Make your code sustainable as possible as you can. Remember the 3 major features of OOP: Inheritance, Encapsulation, Polymorphism. (URL)

This tip can translate to many different things, but if you are coding in R with the aim at writing the kind of scripts that are needed for much social science analysis, you want this tip to translate to the following:

### 9. Engage in continuous learning

Xianjun Dong's tip #13 is very important: "keep learning." This part is the coolest part of coding: in a highly dynamic environment like the R community, you get to constantly learn new things, discover new packages, try new examples and run new models all the time. The instant gratification of new plots and results is always very welcome.

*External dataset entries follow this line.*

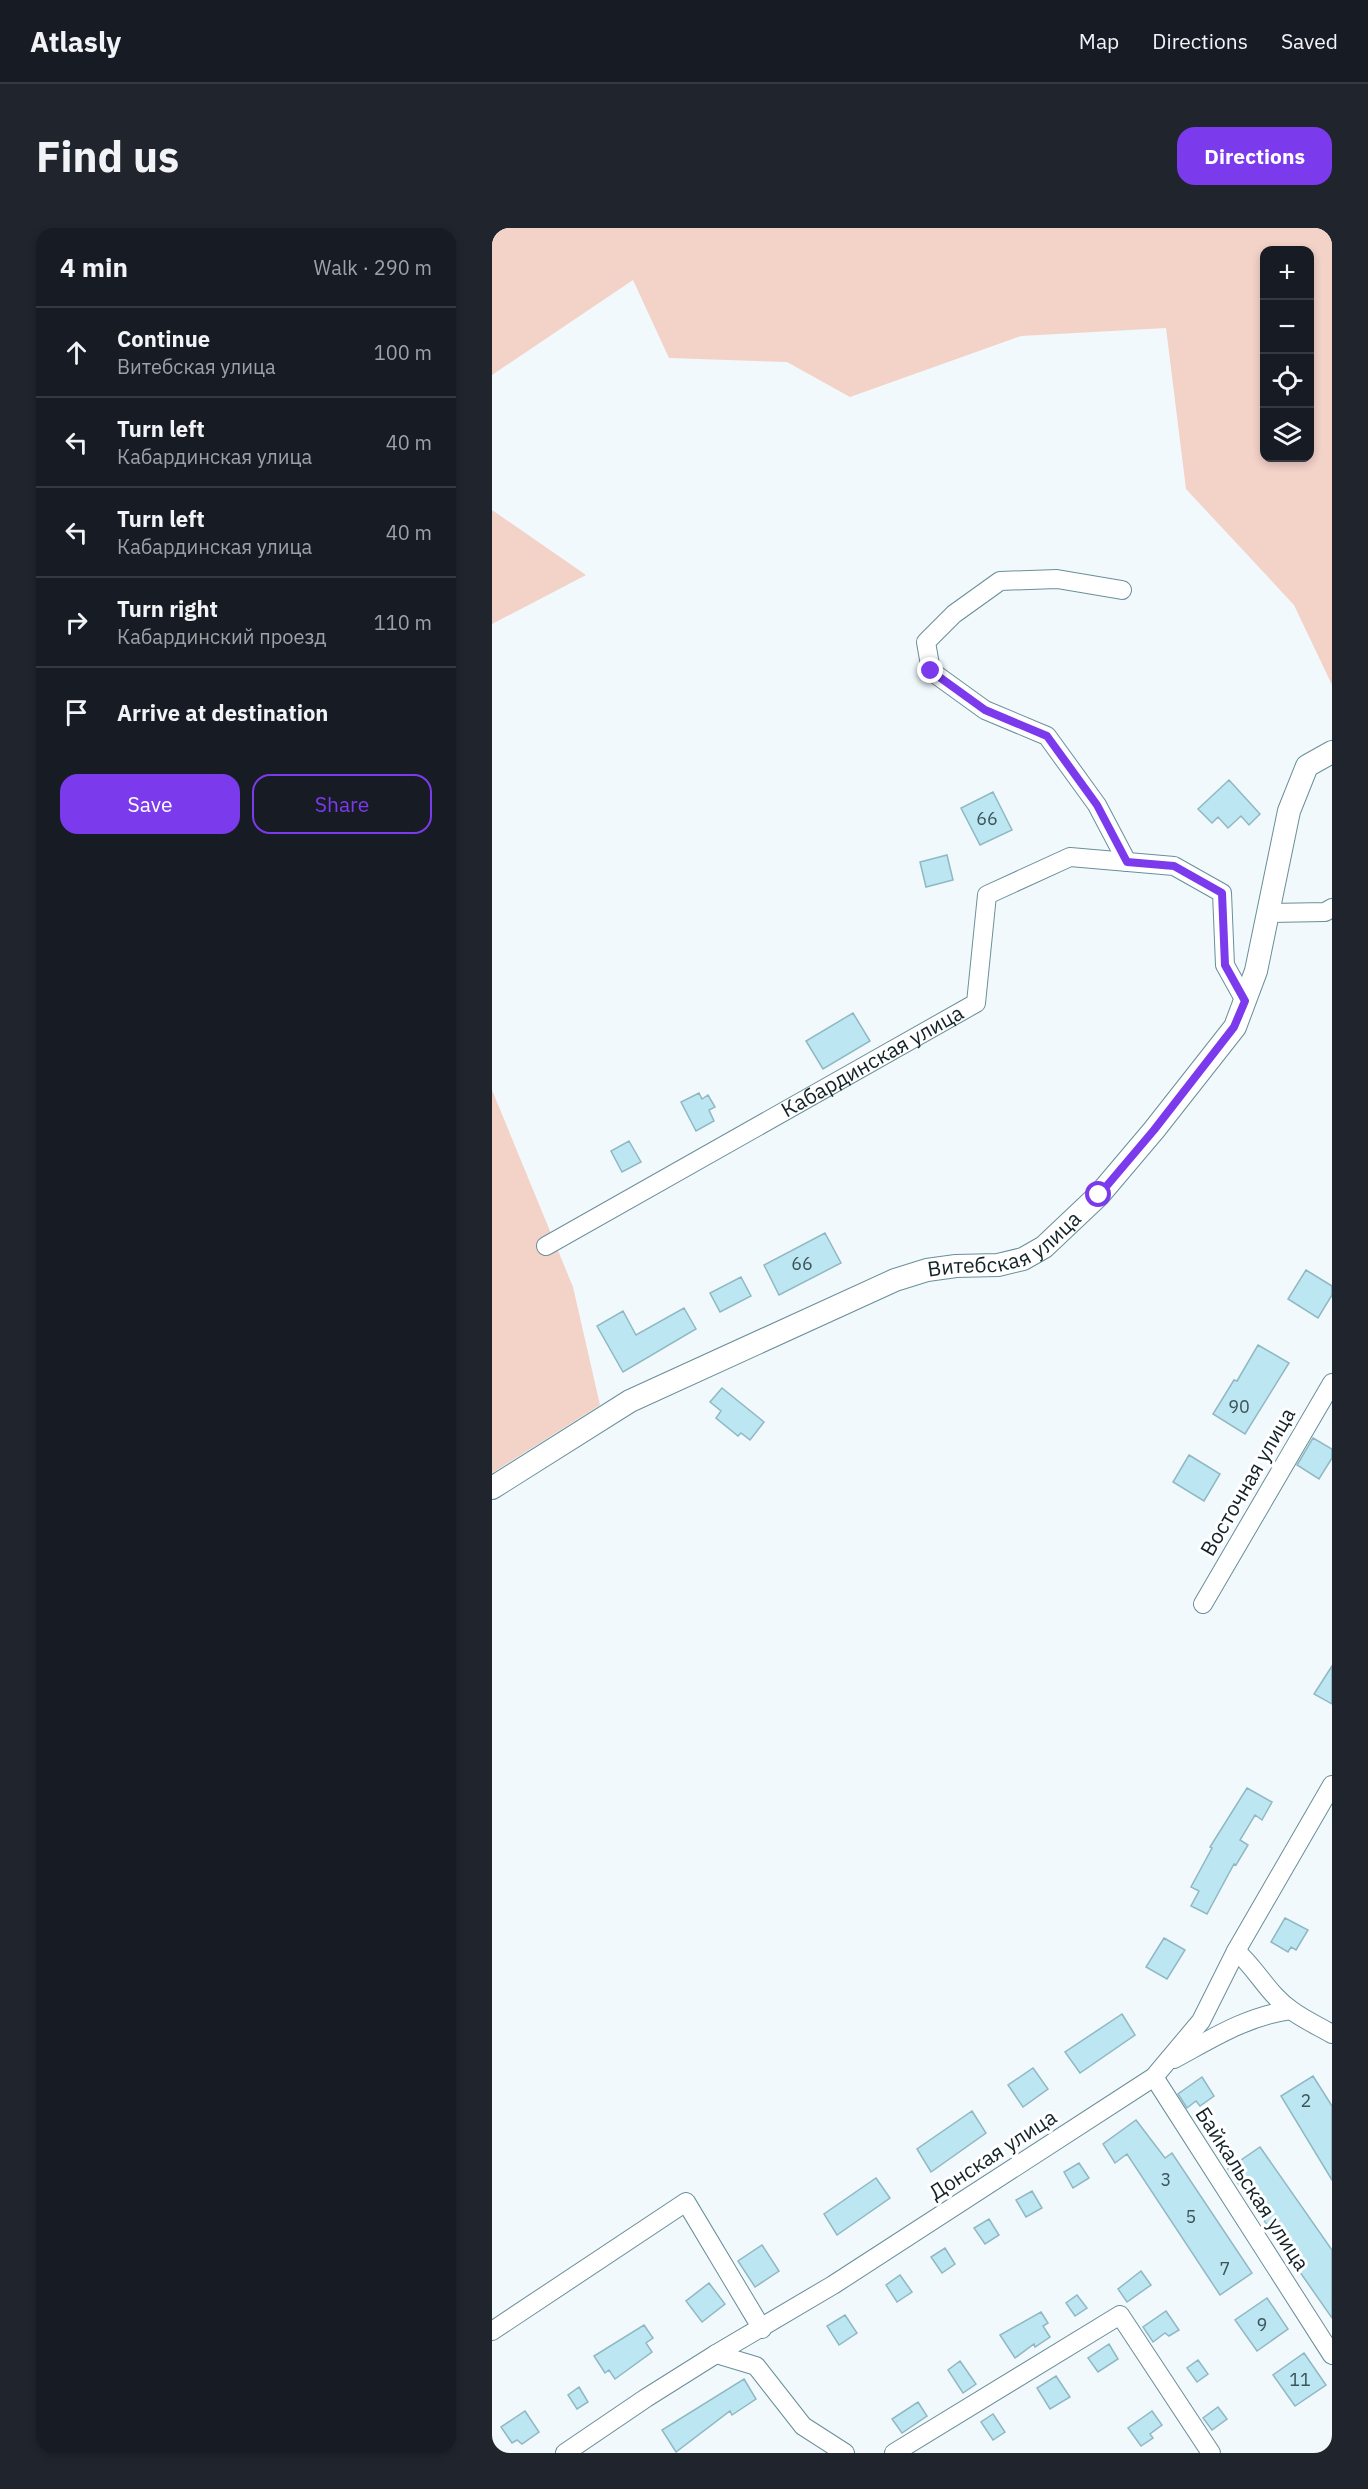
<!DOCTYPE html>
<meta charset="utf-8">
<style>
:root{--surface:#171b24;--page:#20242c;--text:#f1f3f6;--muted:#9ea1a6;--line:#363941;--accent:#7c3aed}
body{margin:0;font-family:"IBM Plex Sans",sans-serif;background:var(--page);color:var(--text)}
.controls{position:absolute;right:18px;top:18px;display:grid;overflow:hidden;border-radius:12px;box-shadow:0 3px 9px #0003}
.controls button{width:54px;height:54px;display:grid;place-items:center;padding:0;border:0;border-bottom:2px solid var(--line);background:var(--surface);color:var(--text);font:30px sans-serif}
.stop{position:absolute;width:18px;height:18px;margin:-14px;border:4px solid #7c3aed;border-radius:50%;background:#fff}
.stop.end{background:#7c3aed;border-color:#fff;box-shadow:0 2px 6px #0008}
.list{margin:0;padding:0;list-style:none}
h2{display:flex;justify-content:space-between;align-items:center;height:78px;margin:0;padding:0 24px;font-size:26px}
h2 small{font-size:20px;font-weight:400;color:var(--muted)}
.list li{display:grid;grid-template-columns:39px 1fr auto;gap:18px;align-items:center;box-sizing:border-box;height:90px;padding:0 24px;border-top:2px solid var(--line)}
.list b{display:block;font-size:22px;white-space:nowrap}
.list p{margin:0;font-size:20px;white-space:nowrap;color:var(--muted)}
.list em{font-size:20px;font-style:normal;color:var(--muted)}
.actions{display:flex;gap:12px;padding:18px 24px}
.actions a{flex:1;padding:14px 0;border:2px solid var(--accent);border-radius:18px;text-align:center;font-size:21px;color:var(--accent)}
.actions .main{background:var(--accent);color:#fff}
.icon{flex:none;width:33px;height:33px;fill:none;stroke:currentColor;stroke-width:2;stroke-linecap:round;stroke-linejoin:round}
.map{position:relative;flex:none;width:840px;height:2225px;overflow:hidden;border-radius:18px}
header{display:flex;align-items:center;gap:36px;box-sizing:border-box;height:84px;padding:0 30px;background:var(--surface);border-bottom:2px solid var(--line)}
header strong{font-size:28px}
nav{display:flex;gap:33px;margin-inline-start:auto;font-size:21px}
.intro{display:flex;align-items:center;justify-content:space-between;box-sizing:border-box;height:144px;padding:0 36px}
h1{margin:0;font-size:42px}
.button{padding:15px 27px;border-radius:18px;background:var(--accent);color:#fff;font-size:21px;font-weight:700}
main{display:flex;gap:36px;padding:0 36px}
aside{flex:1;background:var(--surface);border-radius:18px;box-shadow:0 3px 9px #0003}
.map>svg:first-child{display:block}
.green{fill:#f3d2c8;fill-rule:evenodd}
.building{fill:#bce6f1;stroke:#90b8c3;stroke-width:1.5}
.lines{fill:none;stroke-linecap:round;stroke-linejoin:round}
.minor-casing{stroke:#698f9a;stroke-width:20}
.tertiary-casing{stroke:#698f9a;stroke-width:24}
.minor{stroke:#fff;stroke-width:18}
.tertiary{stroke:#fff;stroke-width:22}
.route{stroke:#7c3aed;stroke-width:8}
.labels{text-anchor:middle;stroke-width:6;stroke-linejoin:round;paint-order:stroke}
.number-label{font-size:18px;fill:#3d545a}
.street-label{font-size:21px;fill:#132327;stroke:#fff}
</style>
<header>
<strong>Atlasly</strong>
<nav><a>Map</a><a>Directions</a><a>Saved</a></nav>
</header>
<div class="intro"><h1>Find us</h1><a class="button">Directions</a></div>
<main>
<aside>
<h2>4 min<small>Walk · 290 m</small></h2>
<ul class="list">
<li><svg class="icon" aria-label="ahead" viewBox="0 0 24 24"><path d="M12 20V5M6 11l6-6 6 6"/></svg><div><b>Continue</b><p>Витебская улица</p></div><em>100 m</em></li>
<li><svg class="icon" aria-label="left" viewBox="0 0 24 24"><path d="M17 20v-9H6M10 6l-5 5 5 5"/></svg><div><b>Turn left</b><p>Кабардинская улица</p></div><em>40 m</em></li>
<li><svg class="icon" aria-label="left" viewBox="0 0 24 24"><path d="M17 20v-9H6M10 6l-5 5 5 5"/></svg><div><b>Turn left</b><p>Кабардинская улица</p></div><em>40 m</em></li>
<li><svg class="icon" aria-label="right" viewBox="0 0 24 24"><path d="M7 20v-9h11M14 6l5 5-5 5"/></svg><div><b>Turn right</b><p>Кабардинский проезд</p></div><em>110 m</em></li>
<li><svg class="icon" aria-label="arrive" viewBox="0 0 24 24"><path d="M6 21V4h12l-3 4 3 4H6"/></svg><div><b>Arrive at destination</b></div></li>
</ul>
<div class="actions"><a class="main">Save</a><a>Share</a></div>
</aside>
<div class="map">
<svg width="840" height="2225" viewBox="0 0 840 2225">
<rect width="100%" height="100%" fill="#f1f9fc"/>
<path class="green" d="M 0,0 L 840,0 L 840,457 L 802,377 L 694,261 L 674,100 L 529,108 L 358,169 L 295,134 L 177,130 L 141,52 L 0,147 ZM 818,22 L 818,230 L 772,230 L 772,22 Z
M 0,282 L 94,347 L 0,396 Z
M 0,862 L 81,1059 L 108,1177 L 0,1245 Z"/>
<path class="building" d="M 737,552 L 768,586 L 757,597 L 749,588 L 736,600 L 726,589 L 720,595 L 706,581 Z
M 501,564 L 520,602 L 488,617 L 469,580 Z
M 455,627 L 461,652 L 434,659 L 428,634 Z
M 361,785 L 378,813 L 331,841 L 314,813 Z
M 207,865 L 210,871 L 216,867 L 223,879 L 217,882 L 222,893 L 204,903 L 189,874 Z
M 137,913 L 149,934 L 130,944 L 119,923 Z
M 333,1005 L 349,1035 L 287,1067 L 272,1037 Z
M 814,1042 L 840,1058 L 840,1067 L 826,1090 L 796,1071 Z
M 249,1049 L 259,1068 L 228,1084 L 218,1065 Z
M 192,1080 L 204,1101 L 131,1144 L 105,1098 L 131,1083 L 144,1107 Z
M 766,1117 L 797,1135 L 753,1206 L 721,1186 L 742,1152 L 745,1153 Z
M 230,1160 L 272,1194 L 258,1212 L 249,1205 L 246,1208 L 224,1190 L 229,1183 L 218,1174 Z
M 821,1210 L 840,1221 L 840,1230 L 827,1251 L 805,1237 Z
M 697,1227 L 728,1246 L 712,1273 L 681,1254 Z
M 840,1438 L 840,1476 L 822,1466 Z
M 755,1560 L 780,1574 L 770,1592 L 763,1587 L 748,1612 L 756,1617 L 744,1637 L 742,1636 L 715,1686 L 699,1678 L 707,1663 L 699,1659 L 720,1620 L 718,1619 Z
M 793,1690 L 816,1702 L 804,1722 L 799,1719 L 796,1724 L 779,1714 Z
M 672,1710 L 693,1722 L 675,1751 L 654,1739 Z
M 630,1786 L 643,1807 L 588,1845 L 573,1824 Z
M 541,1840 L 556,1861 L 531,1879 L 516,1857 Z
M 821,1848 L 840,1878 L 840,1952 L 789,1868 Z
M 710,1849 L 722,1868 L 708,1878 L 704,1873 L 695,1880 L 686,1866 Z
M 480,1883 L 494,1905 L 439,1944 L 425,1921 Z
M 644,1892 L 673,1930 L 680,1925 L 760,2045 L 728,2067 L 635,1926 L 623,1935 L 611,1916 Z
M 768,1919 L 840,2022 L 840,2090 L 736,1941 Z
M 587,1935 L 597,1950 L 581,1960 L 572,1944 Z
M 384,1950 L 398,1970 L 345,2007 L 332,1986 Z
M 540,1963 L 550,1980 L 534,1989 L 524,1972 Z
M 497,1991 L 507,2007 L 493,2016 L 482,2000 Z
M 270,2017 L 287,2043 L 263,2059 L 246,2033 Z
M 453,2020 L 463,2036 L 450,2045 L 439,2029 Z
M 649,2043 L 659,2057 L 635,2074 L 626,2061 Z
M 408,2047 L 420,2064 L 405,2074 L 394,2057 Z
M 217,2055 L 233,2076 L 210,2094 L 194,2073 Z
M 585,2067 L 595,2080 L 583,2088 L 574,2075 Z
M 775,2070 L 796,2101 L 765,2123 L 743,2092 Z
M 674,2083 L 687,2102 L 677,2108 L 673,2105 L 661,2114 L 651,2099 Z
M 549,2084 L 556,2095 L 551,2098 L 558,2109 L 543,2119 L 542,2116 L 523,2130 L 508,2107 Z
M 353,2087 L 365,2105 L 347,2117 L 335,2098 Z
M 152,2097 L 161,2110 L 154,2115 L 160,2124 L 123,2151 L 117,2142 L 113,2145 L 102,2128 Z
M 617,2116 L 626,2131 L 606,2144 L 596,2130 Z
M 812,2125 L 834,2157 L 803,2178 L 781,2147 Z
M 706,2132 L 716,2146 L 705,2154 L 695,2140 Z
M 468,2133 L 484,2156 L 471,2165 L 456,2142 Z
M 564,2148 L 578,2169 L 558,2181 L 545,2160 Z
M 252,2151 L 264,2171 L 240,2187 L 238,2183 L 184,2224 L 170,2202 Z
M 87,2159 L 96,2174 L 85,2181 L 76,2167 Z
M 426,2174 L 435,2188 L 410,2205 L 400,2191 Z
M 726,2179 L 735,2191 L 720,2202 L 711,2190 Z
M 33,2183 L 47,2204 L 30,2216 L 25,2212 L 20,2215 L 9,2199 Z
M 660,2183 L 670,2197 L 658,2206 L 661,2210 L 649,2218 L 636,2200 Z
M 501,2186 L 513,2204 L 501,2212 L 489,2194 Z"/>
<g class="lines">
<defs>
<g id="minor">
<path d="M 630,362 L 565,351 L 508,353 L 462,386 L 434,414 L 439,443 L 493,482 L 555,508 L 605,577 L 635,634"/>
<path d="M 776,685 L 833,684 L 840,680"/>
<path id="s1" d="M 54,1018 L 484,775 L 495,667 L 578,629 L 682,638 L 730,665 L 733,737 L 753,773"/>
<path d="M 711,1376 L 840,1155"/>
<path d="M 744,1723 C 764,1740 776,1766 799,1782 C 811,1791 826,1798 840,1806"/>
<path d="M 682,1831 C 721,1810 753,1789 798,1782"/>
<path d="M 662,1849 L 840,2127"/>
<path d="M 0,2103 L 194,1974 L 270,2101"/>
<path d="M 224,2126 L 264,2138 L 311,2198 L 353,2225"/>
<path d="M 73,2225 L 154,2170 L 224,2126 L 341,2057 L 662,1849 L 709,1793 L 744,1723 L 840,1557"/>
<path d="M 402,2225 L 628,2087 L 719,2225"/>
</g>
<g id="tertiary">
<path id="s2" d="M 0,1260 L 138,1173 L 403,1052 L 435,1042 L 464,1038 L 506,1037 L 531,1031 L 552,1019 L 607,967 L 662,902 L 743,799 L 764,743 L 797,583 L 815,538 L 840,524"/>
</g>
</defs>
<use href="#minor" class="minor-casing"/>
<use href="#tertiary" class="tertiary-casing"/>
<use href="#minor" class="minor"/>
<use href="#tertiary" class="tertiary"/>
</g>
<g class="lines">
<path class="route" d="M 439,443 L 493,482 L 555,508 L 605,577 L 635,634 L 682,638 L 730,665 L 733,737 L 753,773 L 742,799 L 662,902 L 607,967"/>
</g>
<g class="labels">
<g class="number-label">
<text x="495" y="597">66</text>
<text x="310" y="1042">66</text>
<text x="747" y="1185">90</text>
<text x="814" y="1879">2</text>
<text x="674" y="1958">3</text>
<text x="699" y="1995">5</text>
<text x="733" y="2047">7</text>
<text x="770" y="2103">9</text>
<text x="808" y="2158">11</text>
</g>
<g class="street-label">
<text dy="7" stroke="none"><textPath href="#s1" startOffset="375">Кабардинская улица</textPath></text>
<text dy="7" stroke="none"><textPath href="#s2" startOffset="572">Витебская улица</textPath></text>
<text transform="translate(756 1254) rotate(-60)" y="7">Восточная улица</text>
<text transform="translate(501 1927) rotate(-33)" y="7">Донская улица</text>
<text transform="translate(760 1961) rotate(57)" y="7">Байкальская улица</text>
</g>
</g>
</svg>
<div class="controls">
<button>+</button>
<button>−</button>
<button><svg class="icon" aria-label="locate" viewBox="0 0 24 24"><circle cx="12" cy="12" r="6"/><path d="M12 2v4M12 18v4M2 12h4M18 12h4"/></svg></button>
<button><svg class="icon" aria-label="layers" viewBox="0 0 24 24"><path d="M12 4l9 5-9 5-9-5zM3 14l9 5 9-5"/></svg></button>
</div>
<div class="stop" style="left:607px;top:967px"></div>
<div class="stop end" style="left:439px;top:443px"></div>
</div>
</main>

### 10. Engage in community feedback

Xianjun Dong's tip #12 is a complement to the previous one: whenever you learn something interesting or succeed at coding something difficult on your own, share your discoveries with others. Even if it takes the form of an obscure tweet, it will always helpful to someone if you contribute to the documentation pool.

If you have the time to do so, contributing to StackOverflow is also a great way to improve your own coding and computing skills while helping others in the process. I did it for some time, and only regret that I do not have the time to do it now. If you do not know StackOverflow, add it right now to your bookmarks!

## Things that you might need to do

### 11. Use parallelization

Xianjun Dong's tip #9 recommends to use parallel computing whenever possible. In the social sciences, a lot of stuff can be accomplished without ever using parallelisation. However, as soon as you start using Bayesian and/or multilevel methods, for instance, it might become compulsory to use it.

Read this funny guide to learn the basics of parallelism, and then turn to packages like this one if you need to parallelise MCMC estimators. If you need more references to get started with parallelisation in R, read the CRAN Task View on High-Performance and Parallel Computing with R.